Julien Wagner : ce que je critique particulièrement dans le modèle d’intégration assimilationniste, tel qu’il est pratiqué en France, c’est son approche idéologique qui nie l’existence de communautés d’origine. Cette conception républicaine et assimilationniste interdit de raisonner en termes de minorités ethnico-culturelles. Cette posture qui se veut protectrice, mais qui se résume souvent à une position purement incantatoire, est très préjudiciable. Parce qu’elle est source de déni et d’aveuglement, d’où le titre de mon livre.

Quelles sont les conséquences de ce blocage ?

Julien Wagner : en  premier lieu, la posture française rend aveugle aux questions de ségrégation (scolaire, spatiale) et de discriminations (logement, emploi, discriminations indirectes), ainsi qu’à leurs corollaires, la surreprésentation des minorités dans l’échec scolaire et dans la délinquance.

En second lieu, elle engendre des transferts compensatoires, en cristallisant les débats de façon excessive sur des questions annexes, telles que l’islam ou l’immigration. Or, parler continuellement de l’islam ou de l’immigration, ce n’est pas parler d’intégration. Cela empêche même de le faire.

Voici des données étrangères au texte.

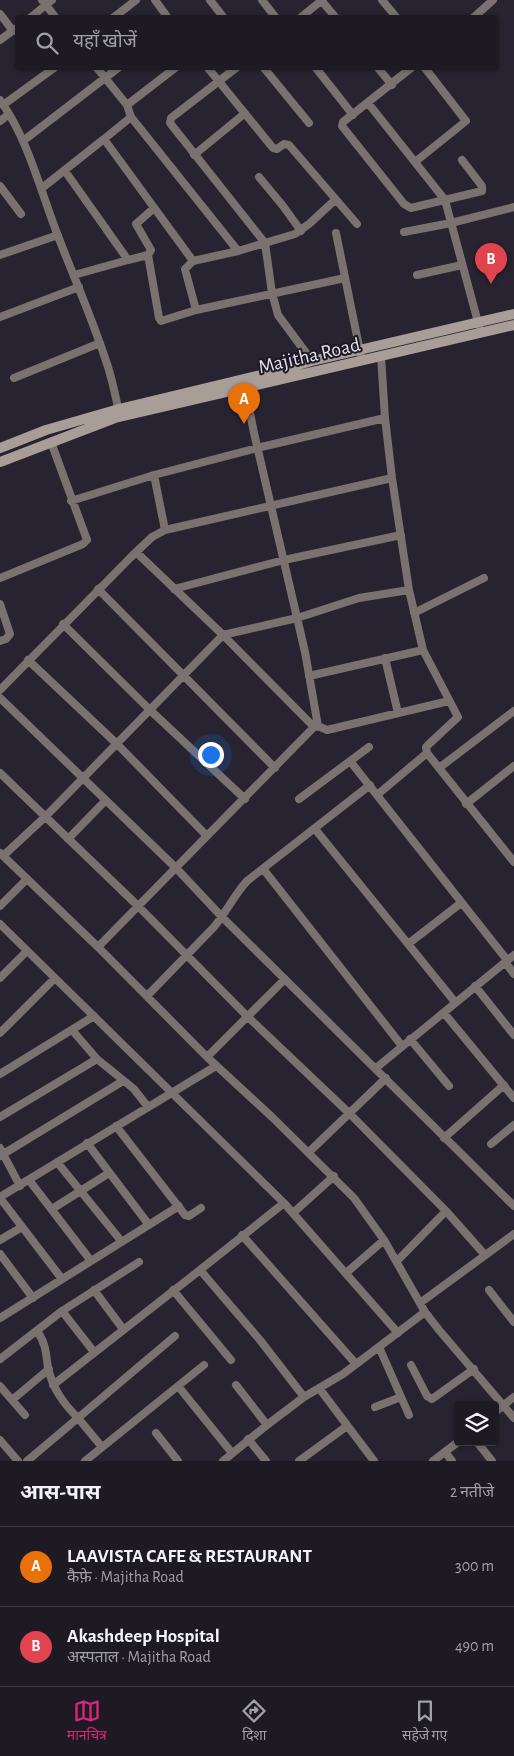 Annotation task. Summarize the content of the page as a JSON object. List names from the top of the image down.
{
  "streets": {
    "main road": ["Majitha Road"]
  },
  "page": {
    "search": "यहाँ खोजें",
    "pins": ["B", "A"],
    "heading": ["आस-पास", "2 नतीजे"],
    "list": [
      {
        "mark": "A",
        "name": "LAAVISTA CAFE & RESTAURANT",
        "note": "कैफ़े · Majitha Road",
        "value": "300 m"
      },
      {
        "mark": "B",
        "name": "Akashdeep Hospital",
        "note": "अस्पताल · Majitha Road",
        "value": "490 m"
      }
    ],
    "nav": ["मानचित्र", "दिशा", "सहेजे गए"]
  }
} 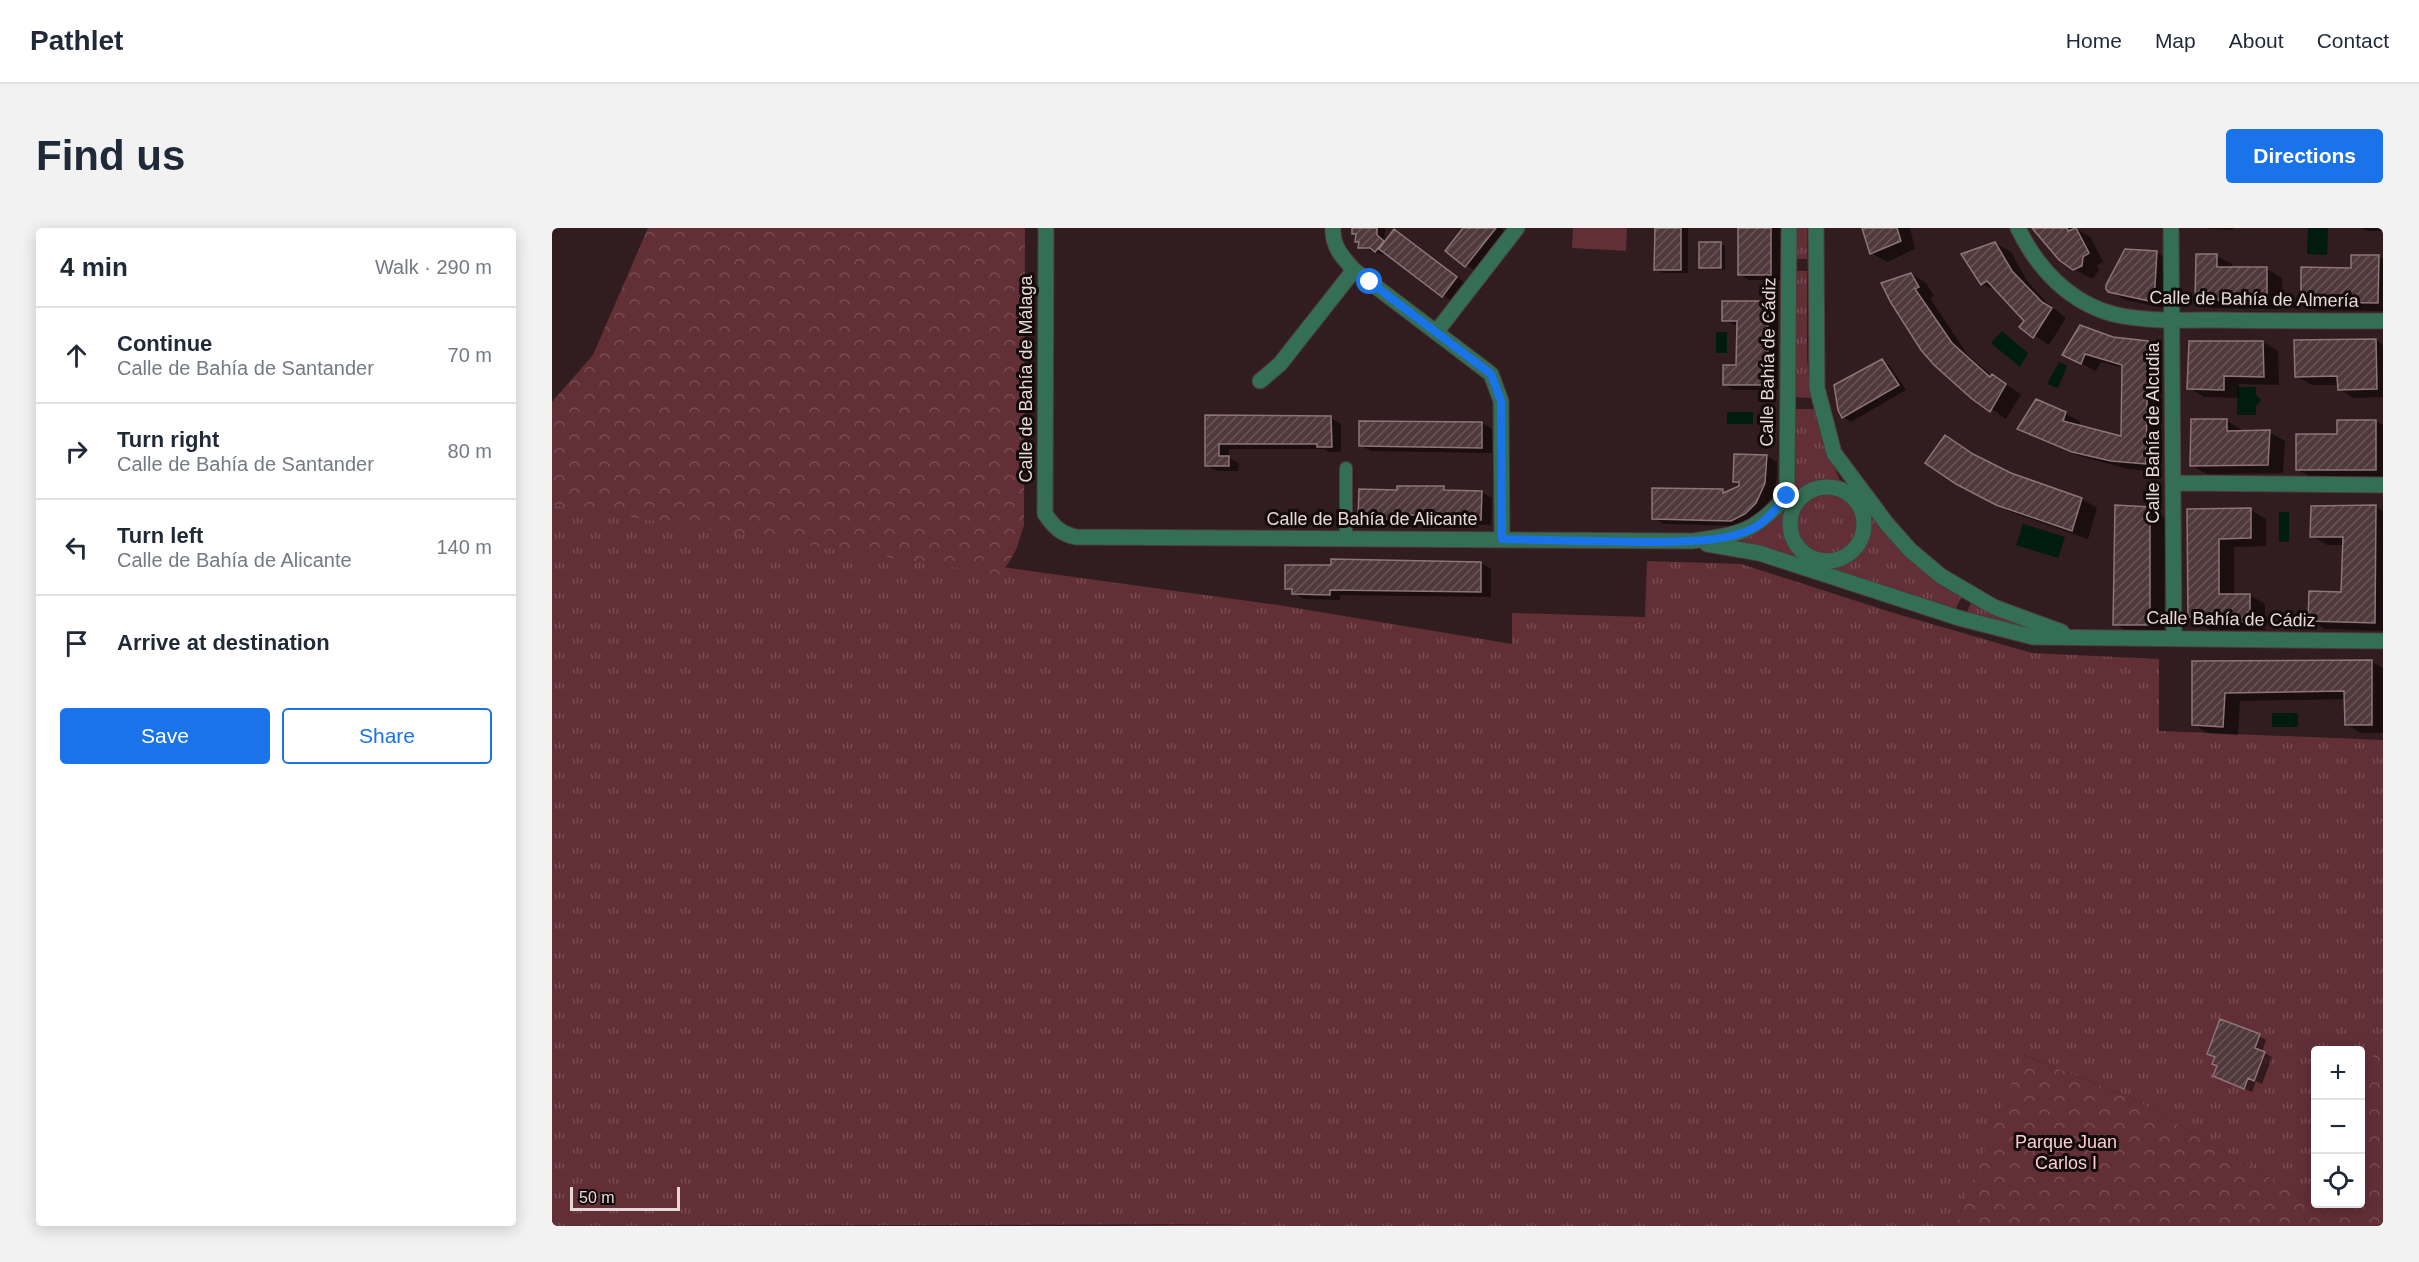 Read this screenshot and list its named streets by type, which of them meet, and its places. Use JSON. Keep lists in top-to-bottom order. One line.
{"streets":{"street":["Calle de Bahía de Almería","Calle Bahía de Cádiz","Calle de Bahía de Málaga","Calle Bahía de Alcudia","Calle de Bahía de Alicante"]},"crossings":[["Calle de Bahía de Almería","Calle Bahía de Alcudia"],["Calle Bahía de Cádiz","Calle Bahía de Alcudia"],["Calle Bahía de Cádiz","Calle de Bahía de Alicante"],["Calle de Bahía de Málaga","Calle de Bahía de Alicante"]],"parks":["Parque Juan Carlos I"],"scale_bar":"50 m","page":{"header":"Pathlet","nav":["Home","Map","About","Contact"],"buttons":["Directions",["Save","Share"]],"title":"Find us","heading":["4 min","Walk · 290 m"],"list":[["Continue","Calle de Bahía de Santander","70 m"],["Turn right","Calle de Bahía de Santander","80 m"],["Turn left","Calle de Bahía de Alicante","140 m"],"Arrive at destination"],"map_buttons":["+","−"],"scale":"50 m"}}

Quelle est la situation dans les autres pays du monde confrontés aux problèmes de l’intégration ?

Julien Wagner : tous ces problèmes existent dans de nombreux pays, mais ils n’y sont pas autant tabous et peuvent donc être discutés. Par exemple, et même si les contextes sont fort différents, le 6 mars dernier, un rapport du Département de l’éducation aux Etats-Unis a révélé que les élèves noirs ou hispaniques subissaient des inégalités très fortes en matière éducative, comparativement aux élèves blancs. Ils disposent notamment de professeurs moins expérimentés, d’un accès limité aux meilleures écoles, ainsi que de punitions plus nombreuses. Arne Duncan, ministre de l’Education américain, a réagi en ces termes : « Ce qui est certain, c’est que pour trop d’élèves de couleur, la réalité de l’école, c’est la violation du principe d’équité, au cœur du modèle américain ». J’aimerais entendre cette phrase dans la bouche d’un candidat à l’élection présidentielle en France.

Ce constat d’inégalités en matière éducative a-t-il suscité une polémique outre-Atlantique ?

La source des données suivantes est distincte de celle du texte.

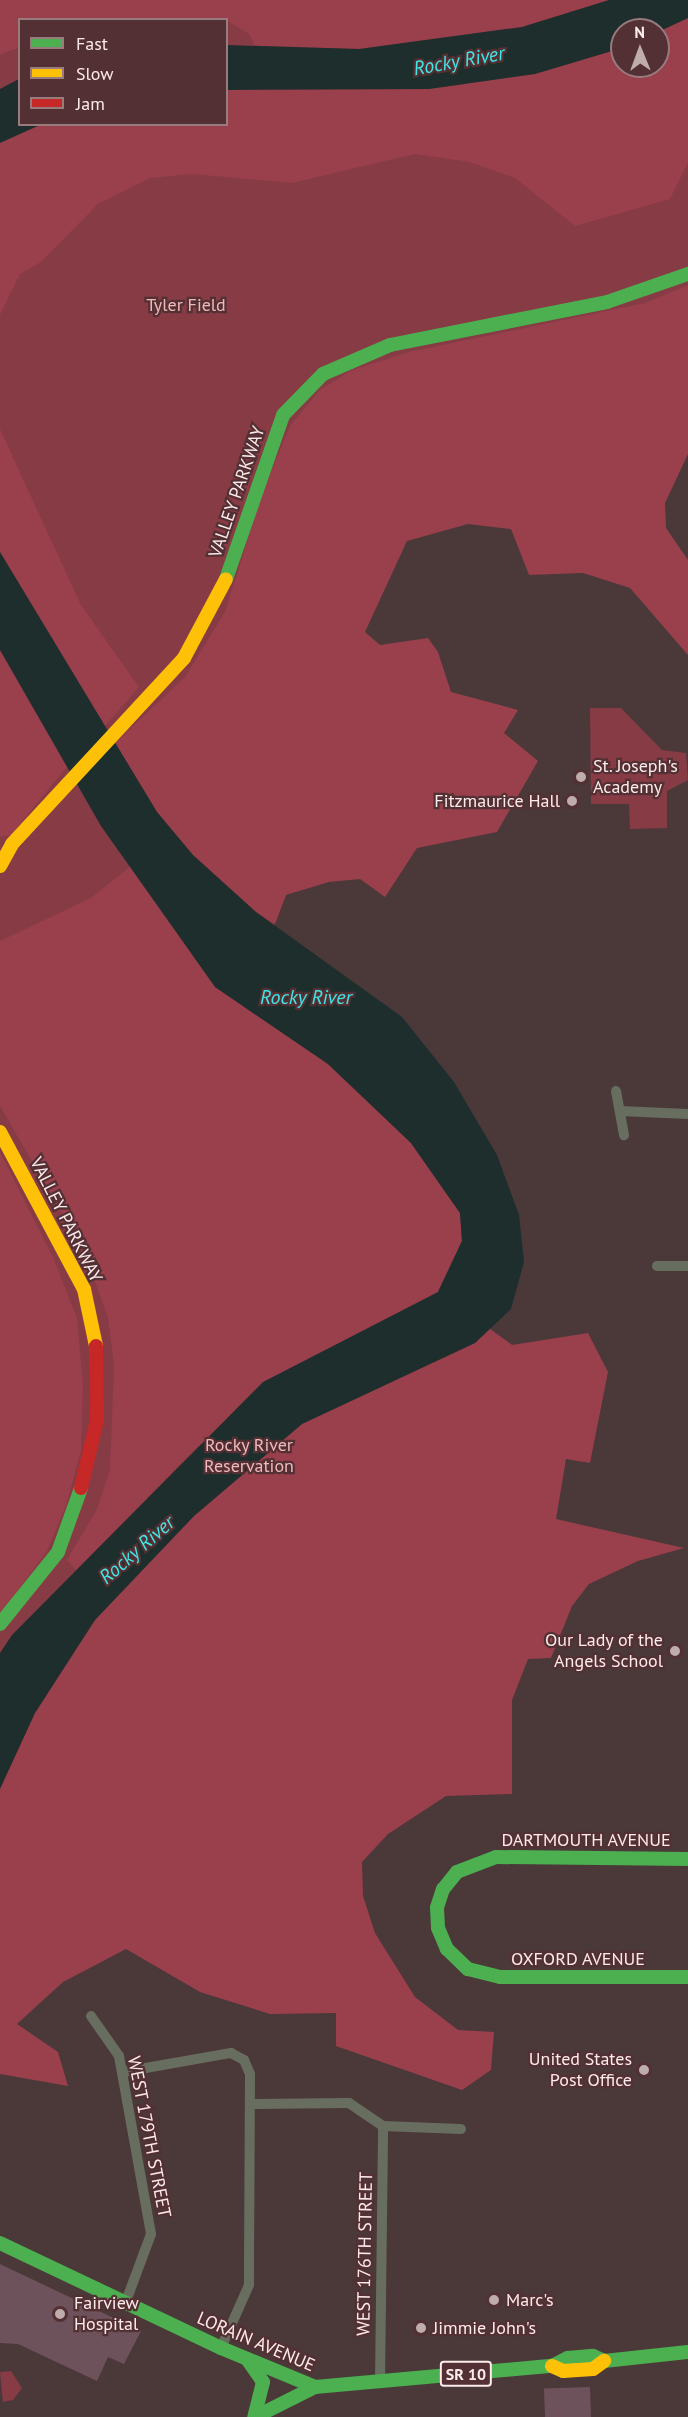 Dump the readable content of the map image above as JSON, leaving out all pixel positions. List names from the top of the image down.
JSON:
{
  "streets": {
    "street": [
      "VALLEY PARKWAY",
      "DARTMOUTH AVENUE",
      "OXFORD AVENUE",
      "WEST 179TH STREET",
      "WEST 176TH STREET",
      "LORAIN AVENUE",
      "SR 10"
    ]
  },
  "crossings": [
    ["DARTMOUTH AVENUE", "OXFORD AVENUE"],
    ["WEST 179TH STREET", "LORAIN AVENUE"],
    ["WEST 176TH STREET", "LORAIN AVENUE"]
  ],
  "water": ["Rocky River"],
  "parks": ["Tyler Field", "Rocky River Reservation"],
  "places": [
    "St. Joseph's Academy",
    "Fitzmaurice Hall",
    "Our Lady of the Angels School",
    "United States Post Office",
    "Marc's",
    "Fairview Hospital",
    "Jimmie John's"
  ],
  "legend": ["Fast", "Slow", "Jam"],
  "north": "top"
}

Julien Wagner : certes, les résultats de cette étude ont créé la polémique et nourri le débat. Débat que l’on peut résumer ainsi : dans quelle mesure ces résultats sont-ils dus à la discrimination, à la ghettoïsation ou au racisme ? Dans quelle mesure sont-ils dus à d’autres facteurs ?

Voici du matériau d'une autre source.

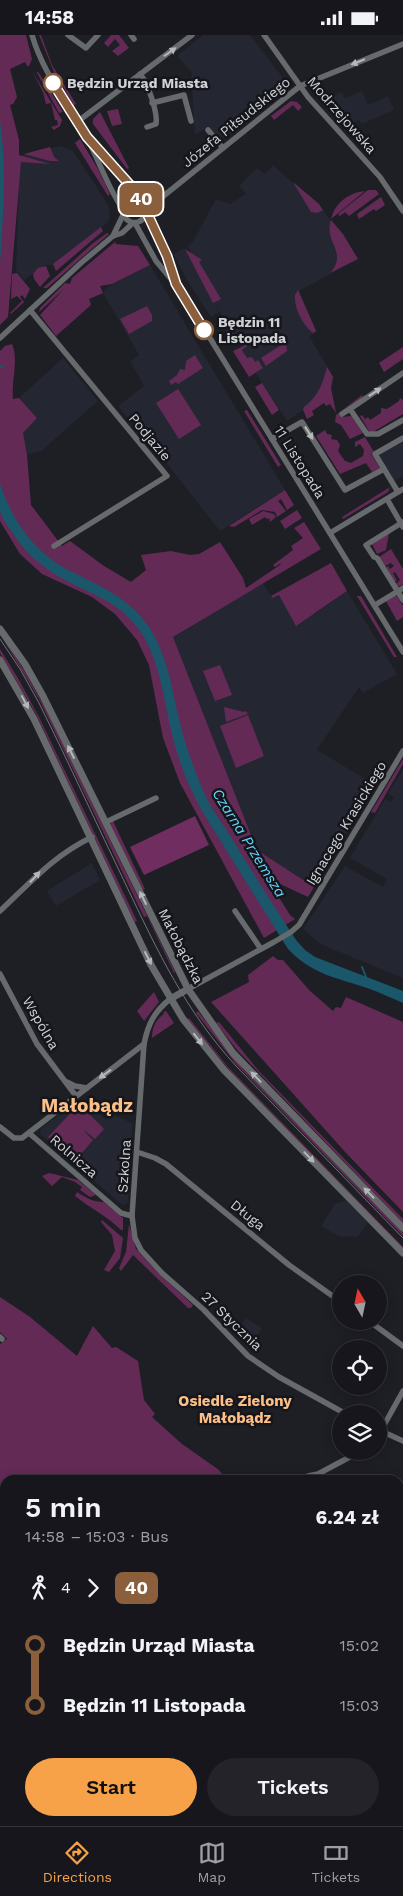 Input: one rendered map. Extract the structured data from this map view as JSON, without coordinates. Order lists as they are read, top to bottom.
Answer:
{
  "streets": {
    "street": [
      "Modrzejowska",
      "Józefa Piłsudskiego",
      "Podjazie",
      "11 Listopada",
      "Ignacego Krasickiego",
      "Małobądzka",
      "Wspólna",
      "Rolnicza",
      "Szkolna",
      "Długa",
      "27 Stycznia"
    ]
  },
  "crossings": [
    ["Modrzejowska", "Józefa Piłsudskiego"],
    ["Józefa Piłsudskiego", "11 Listopada"],
    ["Ignacego Krasickiego", "Małobądzka"],
    ["Rolnicza", "Szkolna"],
    ["Rolnicza", "27 Stycznia"],
    ["Szkolna", "Długa"],
    ["Szkolna", "27 Stycznia"]
  ],
  "one_way": ["Józefa Piłsudskiego"],
  "districts": ["Małobądz", "Osiedle Zielony Małobądz"],
  "water": ["Czarna Przemsza"],
  "places": ["Będzin Urząd Miasta", "Będzin 11 Listopada"],
  "lines": ["bus line 40"],
  "north": "top",
  "page": {
    "status": "14:58",
    "on_map": "40",
    "heading": ["5 min", "14:58 – 15:03 · Bus", "6.24 zł"],
    "legs": ["4", "40"],
    "list": [
      {
        "name": "Będzin Urząd Miasta",
        "value": "15:02"
      },
      {
        "name": "Będzin 11 Listopada",
        "value": "15:03"
      }
    ],
    "buttons": ["Start", "Tickets"],
    "tabs": ["Directions", "Map", "Tickets"]
  }
}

En France, c’est la possibilité même de réaliser une telle étude qui mérite un débat ! Les statistiques dites « ethniques » y sont interdites. Ce politiquement correct finit par masquer les problèmes… et donc empêcher de les régler.

Selon vous, le refus d’aborder sereinement la question serait donc une « exception française » ?

Julien Wagner : dans la campagne présidentielle française, le « problème des banlieues » n’est abordé que de façon détournée au travers de questions plus ou moins instrumentalisées, comme celles du halal, de l’immigration ou de l’autorité. Or aucune des réponses qui pourront être apportées ne règlera la question de la relégation des Français d’origine maghrébine ou sub-saharienne dans la République. En refusant d’aborder le problème de fond, on se leurre et on s’égare.
A preuve, les politiques de lutte contre les discriminations, de lutte contre l’échec scolaire en banlieue, de promotion de la diversité, ou de discrimination positive sont étonnamment absentes du débat public dans ces présidentielles. Comme elles l’étaient déjà auparavant. On peut se demander pourquoi les partis de gauche dans notre pays ne mettent pas ces questions franchement sur la table. La droite de son côté a certes initié ces dernières années quelques timides mesures, en réponse aux émeutes de 2005, mais sans le courage nécessaire et en restant le plus souvent à des niveaux « cosmétiques ».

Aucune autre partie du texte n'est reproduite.